Siegfried rappelle les Meistersinger, qui sont de cette époque. Ce n’est plus la même joie, la même qualité de joie, que dans les premiers actes.
N’importe ! c’est la joie ; et si splendide a été l’inspiration première de l’œuvre que les années n’ont pu en éteindre l’éclat. On voudrait arrêter là l’épopée ; on voudrait éviter la sombre Götterdämmerang. Pour des cœurs sincères qui sentent profondément, combien est douloureux le triste quatrième jour de la Tétralogie ! Je me souviens des larmes que je voyais verser, au dénouement du Ring, et de ce mot d’une amie, au sortir du théâtre de Bayreuth, tandis que nous descendions la colline dans la nuit : « Il me semble que je reviens de l’enterrement de quelqu’un que j’ai beaucoup aimé ». C’est en effet un deuil. Et il y a peut-être quelque chose d’un peu disproportionné à bâtir un tel monument pour une telle conclusion : la Mort universelle, — ou du moins à faire de cet ensemble un objet de spectacle et d’enseignement.
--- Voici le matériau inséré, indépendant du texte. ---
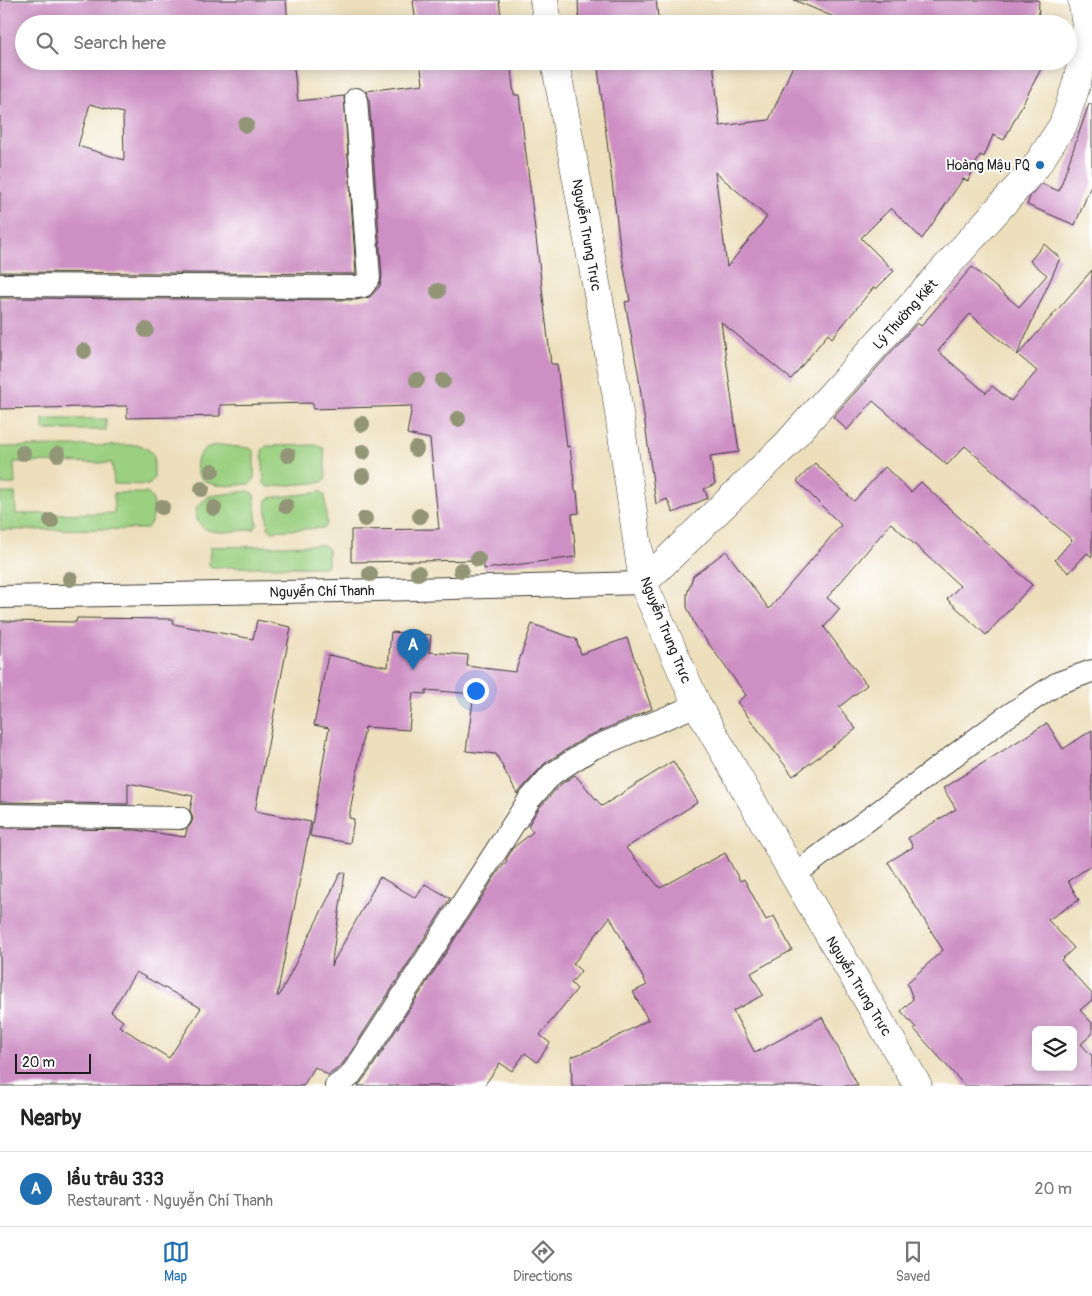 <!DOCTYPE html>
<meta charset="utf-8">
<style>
:root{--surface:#fff;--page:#f2f2f2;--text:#222;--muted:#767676;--line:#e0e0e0;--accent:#1f6fb2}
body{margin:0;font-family:Pangolin,sans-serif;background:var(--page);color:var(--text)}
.controls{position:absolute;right:15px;bottom:15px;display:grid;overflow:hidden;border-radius:8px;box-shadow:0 2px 12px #0003}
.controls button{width:45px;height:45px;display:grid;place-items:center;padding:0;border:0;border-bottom:1px solid var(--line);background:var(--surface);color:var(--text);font:25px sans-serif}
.scale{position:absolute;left:15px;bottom:12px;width:76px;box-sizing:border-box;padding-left:5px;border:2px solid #1c1c1c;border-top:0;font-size:14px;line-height:18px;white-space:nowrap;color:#1c1c1c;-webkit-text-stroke:4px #fff;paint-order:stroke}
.you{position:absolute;left:475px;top:690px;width:18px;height:18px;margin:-12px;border:4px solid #fff;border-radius:50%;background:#1a73e8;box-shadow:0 0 0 8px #1a73e833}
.badge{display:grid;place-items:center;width:32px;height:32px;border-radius:50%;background:var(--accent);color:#fff;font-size:16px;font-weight:700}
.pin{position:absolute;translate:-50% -41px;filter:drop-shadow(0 1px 2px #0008)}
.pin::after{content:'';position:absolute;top:26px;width:18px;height:15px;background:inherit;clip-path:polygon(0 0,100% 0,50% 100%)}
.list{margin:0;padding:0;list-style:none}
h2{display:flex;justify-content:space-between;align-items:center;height:65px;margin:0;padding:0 20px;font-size:21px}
h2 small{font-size:16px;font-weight:400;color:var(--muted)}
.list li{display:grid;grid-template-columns:32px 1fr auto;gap:15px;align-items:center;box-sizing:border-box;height:75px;padding:0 20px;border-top:1px solid var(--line)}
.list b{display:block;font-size:19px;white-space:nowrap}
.list p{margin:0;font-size:16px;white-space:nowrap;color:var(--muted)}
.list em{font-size:16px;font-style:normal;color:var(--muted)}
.icon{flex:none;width:28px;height:28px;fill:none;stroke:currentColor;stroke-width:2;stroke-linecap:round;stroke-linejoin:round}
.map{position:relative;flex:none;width:1092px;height:1086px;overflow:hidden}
.search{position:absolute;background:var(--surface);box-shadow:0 2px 12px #0003;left:15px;right:15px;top:15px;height:55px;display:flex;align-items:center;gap:12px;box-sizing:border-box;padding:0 18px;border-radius:28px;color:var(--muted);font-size:19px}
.sheet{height:140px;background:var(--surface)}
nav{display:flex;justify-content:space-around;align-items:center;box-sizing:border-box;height:70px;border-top:1px solid var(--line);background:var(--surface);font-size:14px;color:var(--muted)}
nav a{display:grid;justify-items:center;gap:2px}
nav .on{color:var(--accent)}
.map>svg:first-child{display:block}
</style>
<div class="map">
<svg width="1092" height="1086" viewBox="0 0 1092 1086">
<rect width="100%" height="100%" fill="#fff"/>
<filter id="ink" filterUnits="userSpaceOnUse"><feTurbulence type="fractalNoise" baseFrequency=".02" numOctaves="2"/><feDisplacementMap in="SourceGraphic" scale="10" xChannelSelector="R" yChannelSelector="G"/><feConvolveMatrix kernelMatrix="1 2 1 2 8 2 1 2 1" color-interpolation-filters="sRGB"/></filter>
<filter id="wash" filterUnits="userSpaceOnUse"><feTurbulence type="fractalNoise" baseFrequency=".0096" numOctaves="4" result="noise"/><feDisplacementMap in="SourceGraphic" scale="20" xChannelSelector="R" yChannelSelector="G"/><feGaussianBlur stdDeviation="1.12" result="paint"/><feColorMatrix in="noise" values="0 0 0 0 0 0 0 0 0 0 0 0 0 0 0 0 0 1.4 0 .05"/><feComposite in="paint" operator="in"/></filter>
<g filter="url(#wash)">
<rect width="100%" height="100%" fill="#eddfbc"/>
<g fill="#9bd081" stroke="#5c764e">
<rect x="43" y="419" width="63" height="11"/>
<path d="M140 445 149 450 154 456V478L149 485 114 484 112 463 14 462 15 484H0V447Z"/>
<path d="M220 445 249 448 254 451V480L250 484C237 485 219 488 207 482 192 475 194 454 208 447 212 446 216 445 220 445Z"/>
<path d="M318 445 324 449 326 479 322 482 269 487 264 484 262 450 266 446Z"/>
<path d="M249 491 254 494 257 525 254 529C233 531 193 541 196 508L209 496Z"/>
<path d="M321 492 325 495 327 525 323 528 272 531 268 528 266 502 269 498Z"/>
<path d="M0 493H15L16 514 114 513V493H147C159 502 155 519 146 529L0 530Z"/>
<path d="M323 545 328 548V565L324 567H212L209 565 210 547Z"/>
</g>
<g id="blocks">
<g fill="#cd8fc4" fill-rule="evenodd">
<path d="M0 0H286L288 24H24V61H293L298 101 344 96 356 274 0 272ZM90 104 123 113 124 160 78 146Z"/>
<path d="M413 0H499L502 24H416Z"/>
<path d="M578 0H656L659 24H579Z"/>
<path d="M794 0H1039L1038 24H850Z"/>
<path d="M420 61H510L514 95H519L551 364H557L567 447 570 446 575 491H577L579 513 572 514 576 557 484 569 483 560 351 562V530L439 529 430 439 407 434 412 406 313 409V403L220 405V416L127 418V406L0 409V298L356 300 370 297 380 286 382 277 369 98 366 91 423 84Z"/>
<path d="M597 61H713L720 126 769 120 795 61H1042V67L1004 140 993 135 984 157 980 155 968 181 963 179 922 239 891 208 861 238 894 271 876 289 874 287 832 338 828 334 791 379 721 322 739 452 710 456 715 484 704 489 708 498 673 513 667 499 656 504 638 372 625 302 630 301 620 246ZM715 172 767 217 727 267Z"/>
<path d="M1089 104H1092V183L1075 225 1027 205 1030 197 1042 184 1059 191Z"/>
<path d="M1044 244 1060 258 1017 355 970 314 938 351 986 393 992 386 1011 401 1037 371 1018 355 1092 270V557L1087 553 1069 573 1055 560 1072 540 965 446 947 465 873 401 847 430 833 417 917 323 921 326 972 267 1019 307 1047 275 1030 261Z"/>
<path d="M815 463 854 501 885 467 911 492 921 482 1032 585 986 635 947 599 960 586 891 523 827 598 840 609 824 627 867 685 839 707 856 729 793 776 737 702 746 695 695 625 687 607V594L693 576 726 551 769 609 841 525 797 481Z"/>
<path d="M77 618 173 619V624L253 639 257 620 291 627 255 811 311 822 277 996H279L341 872 345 873 331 966 380 877 416 898 425 884 450 898 349 1055 340 1067 328 1075 315 1067 303 1086H0V828L136 830 185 837 187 829 191 824 193 819 190 810 193 796 128 783V804L0 802V621L76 622ZM136 972 201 1008 169 1058 119 1026 123 1021 111 1012Z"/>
<path d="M532 624 576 639 581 654 627 638 652 709 586 737 545 763 517 794 496 754 466 751 474 694 426 690V694L413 693 409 730 365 727 349 818 354 819 350 843 310 836 329 728 314 725 328 655 388 667 391 632 431 635 429 652 468 655 467 666 515 672Z"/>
<path d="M1047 723 1063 749 1092 730V865L1068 881 1079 900 1048 920 1074 948 1061 960 1092 994V1000L1080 1010 1092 1023V1034L1081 1044 1092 1056V1086H965L914 1029 916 1028 901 1011 913 999 907 983 943 950 888 862 913 847 908 838 956 809 943 788ZM1036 1030H1073V1067H1036Z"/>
<path d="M673 761 698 802 626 848 660 888 725 853 740 881 744 879 766 920 774 916 792 950 751 973 763 995 733 1011 755 1053 822 1017 858 1086H572L571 1057 595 1048 648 1020 633 992 647 985 610 917 573 964 581 971 571 983 577 989 540 1035 550 1043 537 1062 525 1053 512 1071 500 1063 484 1086H358L371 1069 498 872 507 861 506 860 513 848 533 832 528 826 539 808 561 784 575 775 602 806Z"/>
</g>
</g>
</g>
<g filter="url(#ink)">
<use href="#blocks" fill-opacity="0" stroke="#3b3934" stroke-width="1"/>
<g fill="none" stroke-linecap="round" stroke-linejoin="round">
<g stroke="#3b3934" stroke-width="24">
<g id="minor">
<path d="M0 285 356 287 363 286 369 278 356 99"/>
<path d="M0 597 339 591 643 583"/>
<path d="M0 815 180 818"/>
<path d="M794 875 1003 719 1058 683 1092 671"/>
<path d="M336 1086 349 1077 360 1062 529 800 552 774 593 748 697 705"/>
</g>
</g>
<g stroke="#3b3934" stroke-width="29">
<path id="tertiary" d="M643 583 786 445 1035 168 1063 125 1075 89 1088 37 1082 0"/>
</g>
<g stroke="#3b3934" stroke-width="29">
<g id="primary">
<path d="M544 0 548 24"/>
<path d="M555 61 616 392 643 583 697 705 794 875 918 1086"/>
</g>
</g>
<use href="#minor" stroke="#fff" stroke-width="22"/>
<use href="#tertiary" stroke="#fff" stroke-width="28"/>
<use href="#primary" stroke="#fff" stroke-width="28"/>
</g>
<g fill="#929677">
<circle cx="246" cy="125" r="8"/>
<circle cx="438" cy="291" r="8"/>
<circle cx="146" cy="330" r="8"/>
<circle cx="84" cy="351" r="8"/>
<circle cx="417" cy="380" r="8"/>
<circle cx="443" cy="381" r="8"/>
<circle cx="458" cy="419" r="8"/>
<circle cx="362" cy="424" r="8"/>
<circle cx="416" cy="449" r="8"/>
<circle cx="363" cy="452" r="8"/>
<circle cx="23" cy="453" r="8"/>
<circle cx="58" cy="454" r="8"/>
<circle cx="288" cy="455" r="8"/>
<circle cx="212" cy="471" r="8"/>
<circle cx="363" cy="476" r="8"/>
<circle cx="202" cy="489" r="8"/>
<circle cx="286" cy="506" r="8"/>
<circle cx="162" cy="507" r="8"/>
<circle cx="214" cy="508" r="8"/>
<circle cx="420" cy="516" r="8"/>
<circle cx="365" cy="519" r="8"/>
<circle cx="51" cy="521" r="8"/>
<circle cx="478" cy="559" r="8"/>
<circle cx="461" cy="570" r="8"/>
<circle cx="418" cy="573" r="8"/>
<circle cx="370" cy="574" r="8"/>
<circle cx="70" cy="579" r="8"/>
</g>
</g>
<circle fill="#1f6fb2" stroke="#fff" stroke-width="2" cx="1040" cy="165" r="5"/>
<g text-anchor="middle" stroke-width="4" stroke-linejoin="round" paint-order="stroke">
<g font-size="14" fill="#1c1c1c" stroke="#fff" text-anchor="end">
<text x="1030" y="170">Hoàng Mậu PQ</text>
</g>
<g font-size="14" fill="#1c1c1c" stroke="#fff">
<text transform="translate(587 235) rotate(80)" y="5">Nguyễn Trung Trực</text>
<text transform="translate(905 314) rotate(-48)" y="5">Lý Thường Kiệt</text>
<text transform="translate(322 591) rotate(-1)" y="5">Nguyễn Chí Thanh</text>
<text transform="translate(666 630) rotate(68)" y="5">Nguyễn Trung Trực</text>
<text transform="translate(859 986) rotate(59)" y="5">Nguyễn Trung Trực</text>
</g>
</g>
</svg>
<div class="controls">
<button><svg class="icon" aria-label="layers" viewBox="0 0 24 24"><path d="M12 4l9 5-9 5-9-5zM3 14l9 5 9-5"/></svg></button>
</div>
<div class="scale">20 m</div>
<div class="you"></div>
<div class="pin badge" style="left:413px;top:670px">A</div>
<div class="search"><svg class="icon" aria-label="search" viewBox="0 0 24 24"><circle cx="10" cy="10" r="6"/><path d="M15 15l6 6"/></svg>Search here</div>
</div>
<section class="sheet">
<h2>Nearby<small></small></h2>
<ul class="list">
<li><span class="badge">A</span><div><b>lẩu trâu 333</b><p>Restaurant · Nguyễn Chí Thanh</p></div><em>20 m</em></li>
</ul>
</section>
<nav>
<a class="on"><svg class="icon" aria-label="map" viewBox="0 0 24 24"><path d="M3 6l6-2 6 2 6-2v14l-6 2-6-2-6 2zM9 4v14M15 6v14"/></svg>Map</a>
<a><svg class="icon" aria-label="directions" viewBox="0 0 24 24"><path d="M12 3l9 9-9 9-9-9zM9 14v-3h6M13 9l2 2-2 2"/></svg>Directions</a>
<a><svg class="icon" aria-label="saved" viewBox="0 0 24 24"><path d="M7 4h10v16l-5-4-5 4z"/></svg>Saved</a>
</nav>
Tristan arrive au même but avec bien plus de puissance, car il est plus rapide. D’ailleurs, sa fin soulage : la vie, dans Tristan, est odieuse. Il n’en est pas de même ici : malgré l’absurde trahison du sort, qui s’acharne contre l’amour de Siegfried et de Brünnhilde, la vie est joyeuse, désirable, puisqu’il y a des êtres tels qu’eux, et qu’ils s’aiment ; ici, la mort paraît un cataclysme grandiose, mais affreux. Et l’on ne peut dire que le Ring souffle l’esprit de renoncement et de sacrifice, comme Parsifal : le renoncement et le sacrifice y sont seulement exprimés ; ils ne sont pas communicatifs ; ils ne sont pas une douceur, en dépit de l’élan suprême qui pousse Brünnhilde au bûcher. On a l’impression d’une fosse ouverte devant soi, et l’angoisse effroyable au moment d’y voir tomber ceux qu’on aime.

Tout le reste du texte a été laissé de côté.